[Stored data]
**********
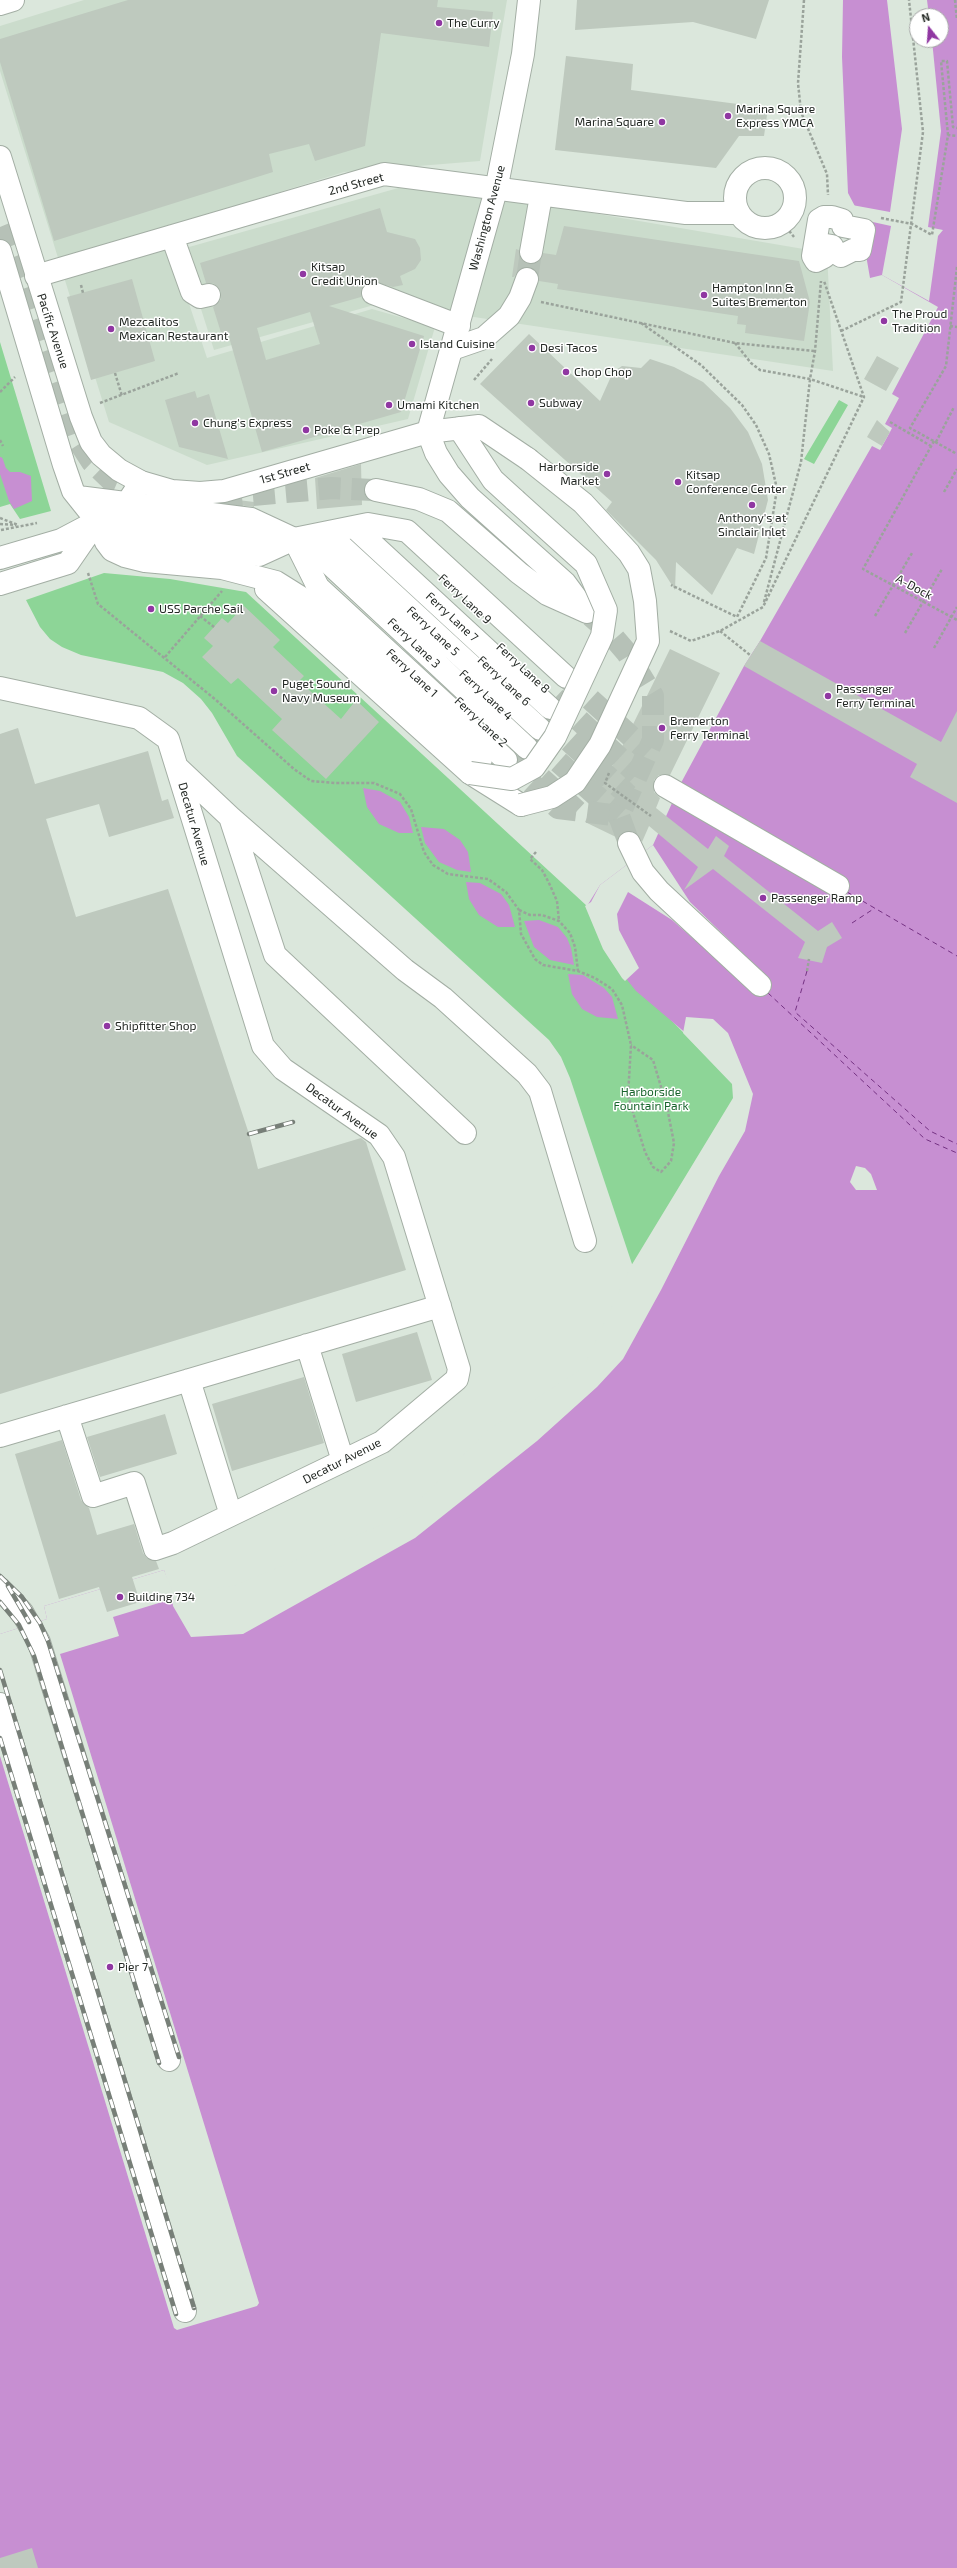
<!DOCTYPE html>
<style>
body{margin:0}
#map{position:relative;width:957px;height:2568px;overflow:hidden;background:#dbe7dc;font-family:"Exo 2",sans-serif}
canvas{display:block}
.north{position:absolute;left:909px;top:8px;width:40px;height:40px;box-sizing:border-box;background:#fff;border:1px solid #a7a9a8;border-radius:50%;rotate:343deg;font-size:11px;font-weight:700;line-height:16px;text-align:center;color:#242925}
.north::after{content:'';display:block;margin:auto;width:14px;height:18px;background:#9037a2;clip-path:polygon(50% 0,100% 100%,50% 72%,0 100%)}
</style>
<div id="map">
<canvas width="957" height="2568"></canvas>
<div class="north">N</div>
</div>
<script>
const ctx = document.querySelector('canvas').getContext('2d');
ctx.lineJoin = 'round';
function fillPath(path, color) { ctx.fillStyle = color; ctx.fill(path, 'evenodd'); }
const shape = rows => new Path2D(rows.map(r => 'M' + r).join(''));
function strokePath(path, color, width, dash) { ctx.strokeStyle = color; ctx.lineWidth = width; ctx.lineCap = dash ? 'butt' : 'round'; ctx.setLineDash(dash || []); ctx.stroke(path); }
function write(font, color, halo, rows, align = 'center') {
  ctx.font = font + ' "Exo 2",sans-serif'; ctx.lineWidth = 3; ctx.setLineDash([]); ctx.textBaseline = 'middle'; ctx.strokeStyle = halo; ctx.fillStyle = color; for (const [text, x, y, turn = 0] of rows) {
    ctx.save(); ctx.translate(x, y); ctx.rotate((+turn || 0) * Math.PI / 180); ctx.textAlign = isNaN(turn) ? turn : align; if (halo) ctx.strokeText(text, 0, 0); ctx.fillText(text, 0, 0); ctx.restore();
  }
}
fillPath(shape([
 [84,0,507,0,480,161,344,172,164,228,207,358,372,309,435,327,408,419,207,465,109,422,0,71,0,26],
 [416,183,827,253,833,371,381,303,214,350,182,249]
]), '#cbdccc');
fillPath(shape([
 [0,342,51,511,20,519,10,504,0,507],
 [839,400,848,405,814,464,804,459],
 [104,573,170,579,246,592,587,906,671,1020,734,1084,735,1098,633,1267,570,1078,561,1057,549,1040,237,756,212,713,201,699,183,683,163,672,81,655,62,647,50,639,40,627,26,600]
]), '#8dd597');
fillPath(shape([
 [843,0,957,0,957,2568,0,2568,0,1634,47,1619,44,1606,164,1570,171,1592,193,1594,237,1587,406,1517,585,1369,735,1098,734,1084,688,1035,636,991,624,976,587,906,600,885,653,845,682,781,744,666,760,641,872,446,880,450,890,432,892,428,885,424,899,398,892,394,938,307,882,275,870,278,866,255,869,233,848,193,842,57],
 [917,16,941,16,941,40,917,40],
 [6,468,10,472,20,472,31,476,31,479,32,501,14,509,9,501,0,474,0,470],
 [363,788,380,791,400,802,409,817,413,833,399,833,379,824,367,807],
 [421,827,444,829,460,840,468,852,471,872,457,870,439,862,425,843],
 [466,882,480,883,501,894,509,905,515,927,498,927,479,915,469,899],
 [539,920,558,927,567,938,571,948,574,965,550,960,534,947,524,921],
 [568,974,583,975,604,988,612,997,618,1019,597,1017,582,1009,572,994]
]), '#c78fd2');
fillPath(shape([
 [887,0,927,0,929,16,917,16,917,40,932,40,941,131,928,227,943,230,938,236,929,301,882,275,891,226,859,219,852,205,890,212,902,129],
 [653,845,690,902,767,977,754,992,672,920,628,892,617,914,619,930,639,968,625,981,622,978,603,949,585,906,591,902,600,885],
 [686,1017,713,1019,728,1033,753,1094,745,1131,719,1176,661,1290,623,1359,597,1387,537,1441,415,1538,243,1634,191,1637,173,1606,172,1599,113,1617,119,1636,60,1654,259,2303,257,2306,177,2330,174,2328,0,1756,0,1634,47,1619,44,1606,164,1570,172,1590,192,1592,236,1585,405,1515,488,1430,583,1368,631,1266,733,1098,732,1084,683,1033],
 [856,1166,865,1168,871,1174,877,1190,856,1190,850,1182]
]), '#dbe7dc');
strokePath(shape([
 [0,460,3,469]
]), '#c78fd2', 6);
strokePath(shape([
 [847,892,957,956],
 [852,923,875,908],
 [807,971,795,1012,930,1131,957,1144],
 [768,993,925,1139,957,1153]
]), '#753283', 1, [5, 4]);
fillPath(shape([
 [128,0,438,0,437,7,493,12,489,47,381,33,365,146,315,161,309,144,269,154,273,172,54,241,0,62,0,39],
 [577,0,769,0,756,39,693,22,575,30],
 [566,56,633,64,631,90,768,108,764,136,739,136,716,168,555,150],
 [380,208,387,232,415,239,420,248,421,260,415,269,400,276,403,285,393,287,371,281,362,288,361,297,329,306,424,336,401,412,262,452,229,337,223,339,213,307,221,299,221,292,213,283,206,283,200,263],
 [310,312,320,344,266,360,257,328],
 [564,226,799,261,810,302,804,341,745,333,746,325,737,324,738,316,557,289,558,284,539,281,537,271,531,267,519,269,514,277,512,277,516,249,519,250,523,261,529,264,540,260,543,253,556,255],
 [132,279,155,361,91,380,67,297],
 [529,334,600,401,613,372,622,366,641,368,650,359,674,367,703,382,730,408,748,432,762,464,768,500,754,554,737,548,712,595,676,562,675,590,656,560,606,510,612,502,480,384],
 [877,356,899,368,886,391,864,379],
 [195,391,197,398,209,394,228,459,179,447,165,400],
 [877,420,890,432,882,446,867,437],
 [361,464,362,505,317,509,315,478],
 [238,500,254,502,254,507,230,504],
 [244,606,280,640,273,647,304,676,299,681,341,719,356,700,379,722,326,779,272,730,282,719,238,678,231,684,202,657,213,646,204,638,222,618,228,623],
 [760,641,941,742,957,711,957,803,910,777,917,764,744,666],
 [670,649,720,673,670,775,659,775,654,780,654,792,660,798,656,808,708,849,716,836,729,846,724,856,818,931,832,922,842,938,827,947,822,963,798,958,805,942,713,869,684,890,698,867,649,826,642,842,636,833,630,831,623,832,618,838,585,822],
 [18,728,35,784,148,751,162,801,168,799,174,818,109,837,99,804,46,819,76,917,168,889,249,1134,258,1169,361,1138,366,1142,406,1270,0,1394,0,734],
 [417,1332,432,1380,356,1402,342,1354],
 [304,1377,324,1443,232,1471,212,1404],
 [165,1414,177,1454,100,1477,87,1437],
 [62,1440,81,1500,89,1508,97,1535,134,1524,143,1553,147,1558,156,1561,159,1569,132,1577,140,1602,107,1612,99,1587,59,1599,15,1454],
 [32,2548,38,2568,0,2568,0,2558]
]), '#bec9be');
strokePath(shape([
 [527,279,531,252],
 [566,677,648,752],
 [555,698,637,774],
 [545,719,628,795],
 [534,740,619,816],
 [517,756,577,811]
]), '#b6c1b7', 22, [22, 11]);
strokePath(shape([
 [0,227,23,282,79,442,92,462,113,482,136,492,154,495],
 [220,498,332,488,376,490],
 [591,616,609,632,627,653,653,696,653,740,619,816,629,843],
 [507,761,558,808,619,816]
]), '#b6c1b7', 22, [22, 11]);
const minor = shape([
 '735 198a30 30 0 1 1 60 0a30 30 0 1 1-60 0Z',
 [824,217,832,217,842,220,843,226,864,230,860,250,853,250,841,256,835,252,832,246,826,245,824,257,816,261,813,256,819,220,824,217],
 [172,236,192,292,200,297,209,295],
 [531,252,541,196],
 [36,276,384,174,686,213,738,213],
 [373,293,459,326],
 [452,349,484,338,509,316,520,298,527,279],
 [459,428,493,480,515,500],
 [428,432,479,426,528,459],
 [354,527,550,708],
 [327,533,540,729],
 [302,538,527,748],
 [294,539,368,524,407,531,566,677],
 [0,558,61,540,97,521,106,542,112,550,125,556,145,561,222,568,276,582,308,602,346,634,481,759],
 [0,584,68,563,97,521,127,503,141,482],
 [266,589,470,773,521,805],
 [0,688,139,718,168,739,263,1046,283,1069,379,1135,394,1157,459,1369,457,1379,382,1442,173,1543,155,1549,134,1483,93,1496,67,1416],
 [179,769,230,817,275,955,465,1133],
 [230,817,405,970,443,998,527,1074,540,1091,585,1241],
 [307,1345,343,1461],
 [189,1380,231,1515],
 [0,1436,440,1306],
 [0,1589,22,1612,39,1642,169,2060],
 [0,1704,185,2311]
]);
const major = shape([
 [0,4,13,0],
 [0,157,81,417,91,442,101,455,119,470,141,482,172,491,200,493,224,491,428,432,496,190,523,54,529,0]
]);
const highway = shape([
 [0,251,64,465,73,491,97,521,121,538,155,545,259,555,294,539],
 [428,432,436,453,449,474,470,498,565,583,585,610],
 [376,490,419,499,448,511,519,573,547,594,587,612],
 [78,497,251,519,294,539,318,587,506,760],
 [103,509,140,522,279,538],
 [665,786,838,886],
 [629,843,643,872,659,891,760,985]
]);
strokePath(minor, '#a3aea4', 24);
strokePath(major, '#a3aea4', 24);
strokePath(highway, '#a3aea4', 24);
strokePath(shape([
 [804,0,798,83,801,112,827,174,828,195],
 [955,0,957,20],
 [948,135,941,61,947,61,953,127,957,128],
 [881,218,912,224,932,235,948,135,957,136],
 [783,223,794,237],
 [957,267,946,366,910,428,957,454],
 [81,285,83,293],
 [541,302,735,343,815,351],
 [641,323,701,365,742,405,756,425,769,454,777,489,766,558,737,617,671,585],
 [950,326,957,327],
 [841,331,901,302,923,132,909,0],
 [735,343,751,363,760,370,810,379,864,397],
 [115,373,122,396],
 [474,380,492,359],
 [0,392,15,377],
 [100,403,179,373],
 [890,422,931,446],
 [0,440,3,446],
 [934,441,863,569,957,620],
 [936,442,954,407],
 [944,492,957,469],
 [0,518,18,525],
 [0,524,16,525],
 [1,530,37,523],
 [88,573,98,604,216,700,294,769,311,781,335,783,374,783,400,794,411,809,424,852,433,865,448,874,488,879,506,892,519,910,521,934,535,959,543,965,578,971,595,978,612,989,622,1005,631,1045,628,1096,645,1152,653,1167,661,1172,671,1161,674,1143,667,1107,653,1060,631,1045],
 [764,602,801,462,810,379,815,351,821,281],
 [200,616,214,627],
 [875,616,912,553],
 [670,631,691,641,720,631,763,607,864,397,824,281],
 [720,631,750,655],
 [905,633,942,569],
 [934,648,957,607],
 [165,657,222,591],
 [536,852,530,859,542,870,549,883,557,901,559,921],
 [519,910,530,915,542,915,559,921,570,933,575,947,578,971],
 [807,971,809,959]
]), '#9aa39b', 2.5, [3, 2]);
strokePath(minor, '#fff', 22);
strokePath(major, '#fff', 22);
strokePath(highway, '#fff', 22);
const rail = shape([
 [249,1134,293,1122],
 [0,1576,22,1597,40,1623,48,1641,179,2057],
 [8,1586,29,1622],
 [0,1602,19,1625,34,1656,159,2063],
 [0,1670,194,2308],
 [0,1738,176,2314]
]);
strokePath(rail, '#777f78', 4.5);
strokePath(rail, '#fff', 3, [9]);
const minorBridge = shape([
 [470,773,512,779,534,767,555,737,602,636,606,610,586,564,515,500],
 [521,805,552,797,575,782,600,745,648,641,645,601,639,569,629,553,583,503,528,459]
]);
strokePath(minorBridge, '#a3aea4', 24, []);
strokePath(shape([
 [609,773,605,783,651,816]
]), '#9aa39b', 2.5, [3, 2]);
strokePath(minorBridge, '#fff', 22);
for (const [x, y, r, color] of [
 [439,23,4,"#9037a2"],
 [728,116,4,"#9037a2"],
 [662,122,4,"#9037a2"],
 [303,274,4,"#9037a2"],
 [704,295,4,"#9037a2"],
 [884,321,4,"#9037a2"],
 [111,329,4,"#9037a2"],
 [412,344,4,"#9037a2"],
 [532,348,4,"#9037a2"],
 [566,372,4,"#9037a2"],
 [531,403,4,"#9037a2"],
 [389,405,4,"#9037a2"],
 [195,423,4,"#9037a2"],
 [306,430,4,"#9037a2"],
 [607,474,4,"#9037a2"],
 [678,482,4,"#9037a2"],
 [752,505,4,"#9037a2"],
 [151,609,4,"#9037a2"],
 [274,691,4,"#9037a2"],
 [828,696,4,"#9037a2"],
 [662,728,4,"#9037a2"],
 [763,898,4,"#9037a2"],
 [107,1026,4,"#9037a2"],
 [120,1597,4,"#9037a2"],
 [110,1967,4,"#9037a2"]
]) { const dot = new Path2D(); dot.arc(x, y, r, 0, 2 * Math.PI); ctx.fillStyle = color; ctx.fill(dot); strokePath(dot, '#fff', 1.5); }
write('12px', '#242925', '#fff', [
 ["The Curry",447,23],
 ["Marina Square",736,109],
 ["Express YMCA",736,123],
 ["Marina Square",654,122,"right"],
 ["Kitsap",311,267],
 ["Credit Union",311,281],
 ["Hampton Inn &",712,288],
 ["Suites Bremerton",712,302],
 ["The Proud",892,314],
 ["Tradition",892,328],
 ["Mezcalitos",119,322],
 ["Mexican Restaurant",119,336],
 ["Island Cuisine",420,344],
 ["Desi Tacos",540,348],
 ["Chop Chop",574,372],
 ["Subway",539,403],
 ["Umami Kitchen",397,405],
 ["Chung's Express",203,423],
 ["Poke & Prep",314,430],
 ["Harborside",599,467,"right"],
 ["Market",599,481,"right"],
 ["Kitsap",686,475],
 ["Conference Center",686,489],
 ["Anthony's at",752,518,"center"],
 ["Sinclair Inlet",752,532,"center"],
 ["USS Parche Sail",159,609],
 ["Puget Sound",282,684],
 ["Navy Museum",282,698],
 ["Passenger",836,689],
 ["Ferry Terminal",836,703],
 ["Bremerton",670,721],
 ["Ferry Terminal",670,735],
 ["Passenger Ramp",771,898],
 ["Shipfitter Shop",115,1026],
 ["Building 734",128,1597],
 ["Pier 7",118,1967]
], 'left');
write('12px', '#242925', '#fff', [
 ["2nd Street",356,184,-15],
 ["Washington Avenue",487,218,-75],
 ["Pacific Avenue",53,331,72],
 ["1st Street",285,473,-16],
 ["A-Dock",914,587,28],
 ["Ferry Lane 9",465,599,43],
 ["Ferry Lane 7",452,617,43],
 ["Ferry Lane 5",433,631,43],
 ["Ferry Lane 3",414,643,43],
 ["Ferry Lane 8",523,668,43],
 ["Ferry Lane 1",412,673,43],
 ["Ferry Lane 6",504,681,43],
 ["Ferry Lane 4",486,695,43],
 ["Ferry Lane 2",481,722,43],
 ["Decatur Avenue",194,824,74],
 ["Decatur Avenue",342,1111,36],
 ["Decatur Avenue",342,1461,-27]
]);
write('12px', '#19652d', '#fff', [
 ["Harborside",651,1092],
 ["Fountain Park",651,1106]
]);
</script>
**********
■ Work order ■
Scan the records above and show every line in which the word "align" occurs.

■ Answer to this problem ■
.north{position:absolute;left:909px;top:8px;width:40px;height:40px;box-sizing:border-box;background:#fff;border:1px solid #a7a9a8;border-radius:50%;rotate:343deg;font-size:11px;font-weight:700;line-height:16px;text-align:center;color:#242925}
function write(font, color, halo, rows, align = 'center') {
    ctx.save(); ctx.translate(x, y); ctx.rotate((+turn || 0) * Math.PI / 180); ctx.textAlign = isNaN(turn) ? turn : align; if (halo) ctx.strokeText(text, 0, 0); ctx.fillText(text, 0, 0); ctx.restore();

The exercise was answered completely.